Here we provide the data associated with the paper "Language models generalize beyond natural proteins" (2022) by Robert Verkuil*, Ori Kabeli*, Yilun Du, Basile I. M. Wicky, Lukas F. Milles, Justas Dauparas, David Baker, Sergey Ovchinnikov, Tom Sercu, and Alexander Rives.

Free Generations (Section 3)

Designs from the Free Generations section of the paper (Section 3) along with their statistics and pdb files can be found at free_generations_full.db and can be loaded using:

import pandas as pd; pd.read_sql('free_generations_full', 'sqlite:///free_generations_full.db')

Designs with wetlab validation (Section 2 and 3)

  • data.csv - Load scalar data in data.csv with pd.read_csv.
  • data.hdf5 For long-form data, download data.hdf5 from this link and load with pd.read_hdf.
# Design information
Design ID - {F,G}{0-267} unique identifier for each (LM or AlphaFold) design evaluated. 8 Nan values correspond to 8 ground truth sequences tested.
Experiment Name - Label for the testing pool to which the design / ground-truth sequence belongs. See Supplement; Section 1.6 for a full description of submitted sequences. These pools (minus ground-truth sequences) have experimental results shown in fig.
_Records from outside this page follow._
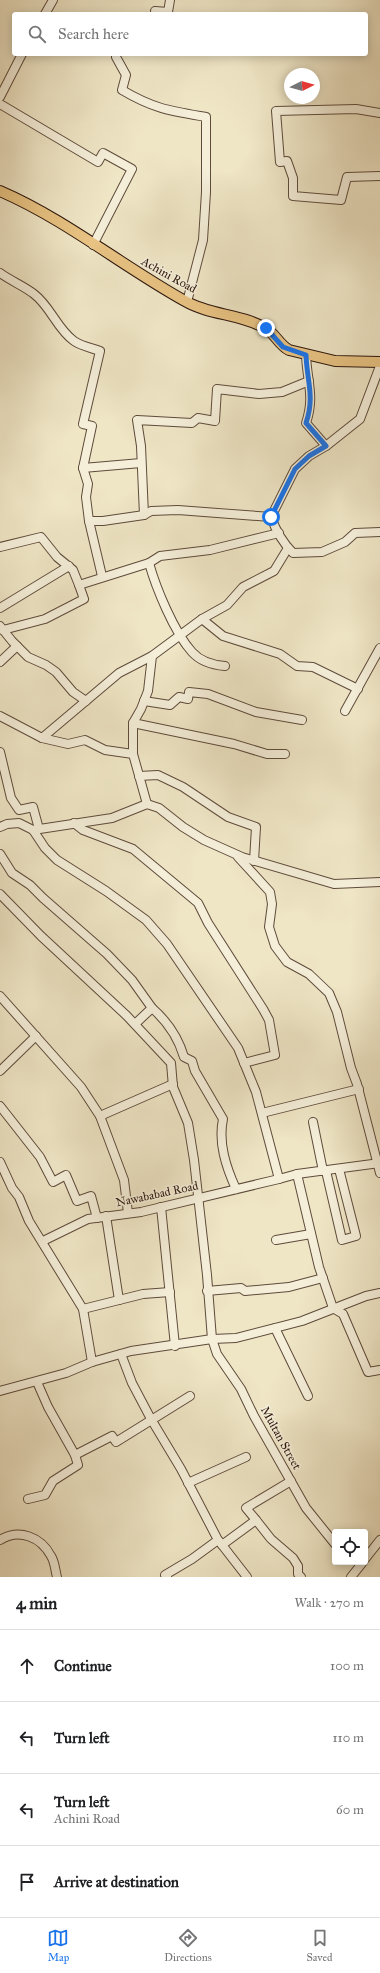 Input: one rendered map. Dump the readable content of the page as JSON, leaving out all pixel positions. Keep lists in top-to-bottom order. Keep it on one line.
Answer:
{"streets":{"main road":["Achini Road"],"street":["Nawababad Road","Multan Street"]},"crossings":[["Nawababad Road","Multan Street"]],"north":"right","page":{"search":"Search here","heading":["4 min","Walk · 270 m"],"list":[["Continue","100 m"],["Turn left","110 m"],["Turn left","Achini Road","60 m"],"Arrive at destination"],"nav":["Map","Directions","Saved"]}} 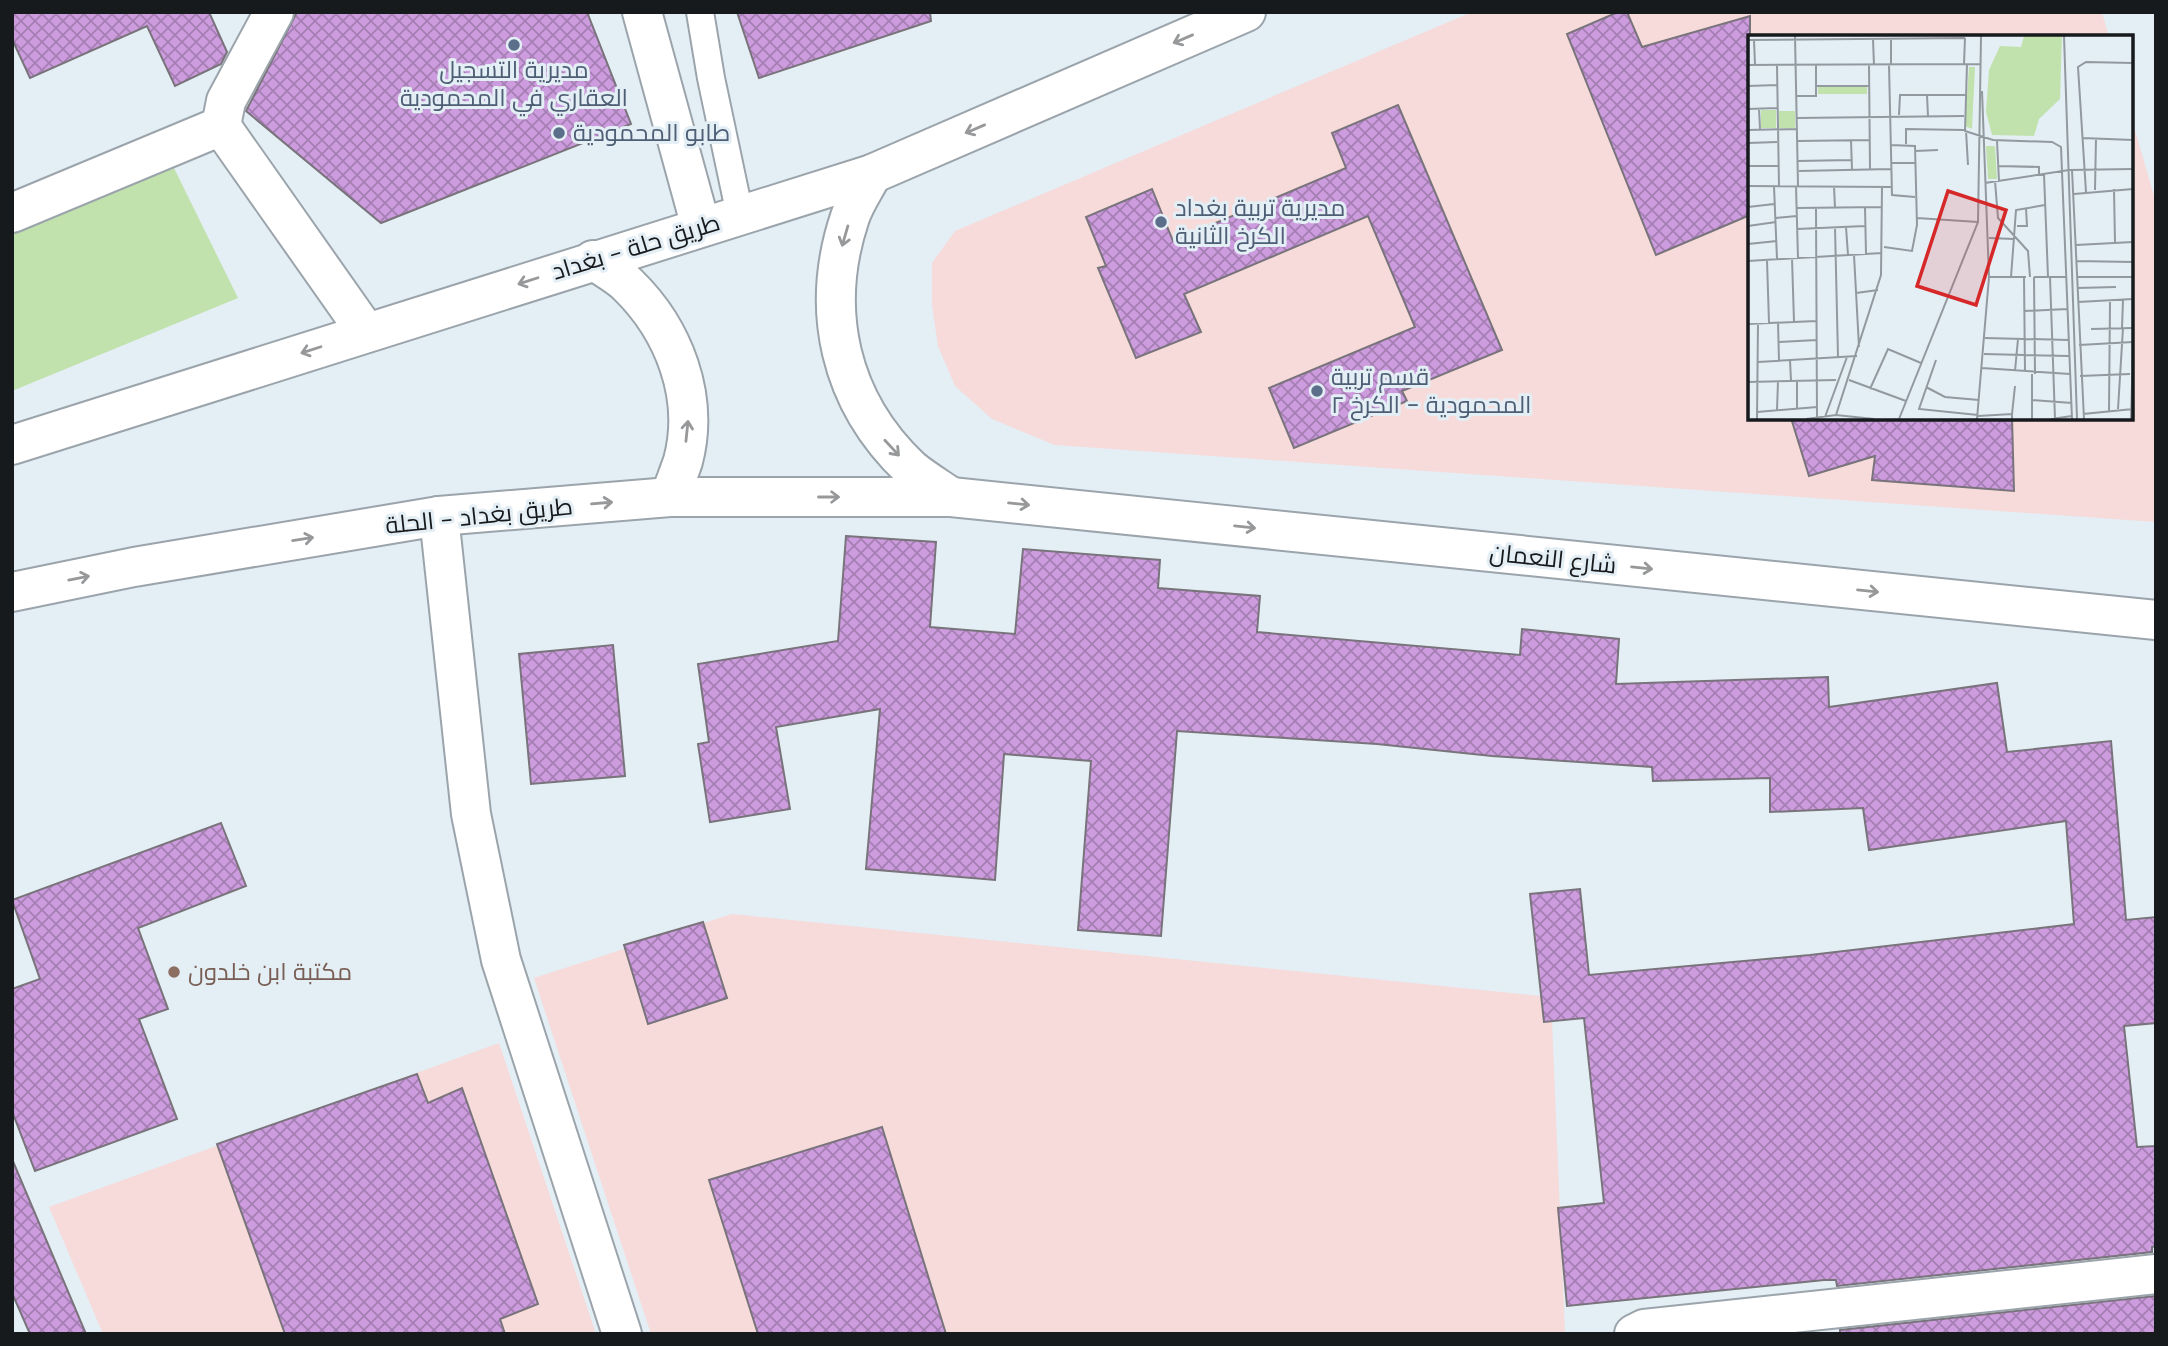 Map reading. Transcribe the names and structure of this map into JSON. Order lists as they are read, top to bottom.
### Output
{
  "streets": {
    "main road": ["طريق حلة - بغداد", "طريق بغداد - الحلة", "شارع النعمان"]
  },
  "crossings": [
    ["طريق بغداد - الحلة", "شارع النعمان"]
  ],
  "one_way": ["طريق حلة - بغداد", "طريق بغداد - الحلة", "شارع النعمان"],
  "places": [
    "مديرية التسجيل العقاري في المحمودية",
    "طابو المحمودية",
    "مديرية تربية بغداد الكرخ الثانية",
    "قسم تربية المحمودية - الكرخ ٢",
    "مكتبة ابن خلدون"
  ]
}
S11.
Design Model - 228x LM, 20x AlphaFold, 20x AF+ngram, 8x Ground Truth.
Target ID - PDB ID of de novo target for all fixed backbone designs, 'Generation' for all free generations.
Sequence - Designed sequence

# In Silico Evaluation
*AlphaFold predicted PDB file - Structure prediction from AlphaFold (5x pTM models, select best by pLDDT -> Amber Relax).
AlphaFold RMSD - (AlphaFold-predicted) RMSD to target backbone for fixed backbone designs, Nan for free generations
AlphaFold pLDDT - (AlphaFold-predicted) Avg pLDDT for the predicted structure

# Experimental Evaluation
# Results from experimental testing.  Final classifications are in the booleans: {Soluble, Success, Success+Monodisperse}.
Total Yield - Actual total soluble yield (in mg) from the 4x1mL prep. (Actual yield is closer to ~2x, we can only inject 1/2 of the total product onto the column.)
yield_per_Leq - Total Yield, adjusted to 1 L of culture equivalent
*Elution Volume (mL) - Array of x-values for plotting of the SEC trace.
*Chromatographic Absorbance at 280nm - Array of y-values for plotting of the SEC trace.
*Elution Volume (mL) (raw) - Raw version, data is not truncated, lengths may differ between rows.
*Chromatographic Absorbance at 280nm (raw) - Raw version, data is not truncated, lengths may differ between rows.
Soluble - Total Yield > 0.05 mg.
Success - Soluble and SEC peak at the expected elution volume.
Success+Monodisperse - SEC peak *only* at the expected elution volume.

# Jackhmmer results
# See Supplement, Section 1.5 for verbose details.
# In short: Summary statistics of Jackhmmer searches (-n 1 --seed 0) of the designed sequence against UniRef90.  Hits that were removed from ESM2's train set were removed from consideration here.  See `.txt` files for ID's of these omitted sequences.
min Jackhmmer E-value - Minimum (best-domain) E-value
max Jackhmmer Seq-id (significant hits only) - Maximum Sequence identity over all significant (best domain E-value < 1) hits.
max Jackhmmer TM-score (top-10 hits only) - Maximum TM-score of the ≈top-10 (by best-domain E-value) hits.  (Purging was applied after top-10, so the number considered may be slightly lower, counts were rarely reduced below 7).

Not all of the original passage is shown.